Anche lei, da lassù, si sarà accorta che, senza Tiger Woods, operato alla schiena e lontano dai green per chissà quanto tempo, il Masters è meno Masters. Mancava Tiger e, dopo il secondo giro, sono uscite di scena altre superstar del calibro di Mickelson, mio idolo, questa volta sbilanciato dalla parte della sregolatezza più che del genio! Dopo il primo giro, mi avevano illuso Matteo Manassero e Francesco Molinari, con quel 71 beneaugurante, prima che l’enfant prodige andasse in tilt con una tornata di 9 sopra il par e Francesco, passato il taglio, trovasse conferma che i green di Augusta non perdonano, soprattutto senza chiudere occhio per il ricovero del suo bambino che, per fortuna, adesso sta bene.

Unica grande kermesse senza ombra di sponsor visualizzati, come le Olimpiadi, percorso chiuso ai soci nei mesi precedenti, giardino di azalee innaffiate con acqua calda per sbocciare in tutto lo splendore, campo lunghissimo e incastonato in un parco pronto a fagocitare traiettorie imprecise, 18 green di vetro che, imboccati dalla parte sbagliata, costringono ad approcciare dopo il primo putt, magari giocato schiena alla buca per contrastare pendenze vertiginose, il Masters regala sempre emozioni uniche e duelli che incollano al video nell’ultimo giro. Già, perché la storia si scrive in diretta e nessuna replica può entusiasmare come il brivido dell’immediatezza. Nella 78sima edizione, ha vinto il 58º statunitense, Bubba Watson, mancino come Mickelson e Weir che l’avevano vinto in passato, bissando se stesso, vincitore nel 2012.
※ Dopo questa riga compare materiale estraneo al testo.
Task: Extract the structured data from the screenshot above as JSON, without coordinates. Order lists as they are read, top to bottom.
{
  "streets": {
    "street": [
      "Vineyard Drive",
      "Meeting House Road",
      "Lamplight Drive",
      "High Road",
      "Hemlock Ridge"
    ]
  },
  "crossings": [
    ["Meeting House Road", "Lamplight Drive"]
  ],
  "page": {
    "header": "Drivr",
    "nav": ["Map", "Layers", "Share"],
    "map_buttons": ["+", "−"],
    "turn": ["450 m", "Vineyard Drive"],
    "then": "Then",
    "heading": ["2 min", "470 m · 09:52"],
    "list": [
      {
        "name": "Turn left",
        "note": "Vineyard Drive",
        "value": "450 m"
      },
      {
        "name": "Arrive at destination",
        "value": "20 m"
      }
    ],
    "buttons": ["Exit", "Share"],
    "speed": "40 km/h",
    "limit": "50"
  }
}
La giornata finale prometteva fuochi d’artificio con la partenza a razzo del ventenne Jordan Spieth, che aveva completamente ribaltato la situazione con una sequela di birdie da urlo, come alla 4, imbucando una lunga uscita dal bunker con Bubba pronto a filtrare da tre metri. È stato proprio il controllo dei nervi di Bubba, giocatore dalla lunghezza devastante, la chiave di un trionfo maturato alla 8 e alla 9, centrando due birdie consecutivi contro i due bogey del giovane avversario, a quel punto di nuovo sotto di due lunghezze. Da lì in poi, non dico che sia stata una passeggiata per Watson, perché Jordan ha continuato a giocare bene, pur finendo in acqua alla 12 dell’Amen Corner; ma è stato il preludio al “Camino Real” alla 18, in cui Bubba ha continuato a sparare bordate mai viste (come al par 5 della 13, dove non ricordo nessuno a 130 metri dalla bandiera dopo il drive), al tempo stesso pennellando colpi al green e putt vellutati. Apparentemente calmo, se non per qualche scrollata nervosa di spalle, solo dopo l’ultimo putt, Bubba si è sciolto nell’emozione, tenendo in braccio il suo bimbo, ignaro che le lacrime di papà fossero di gioia.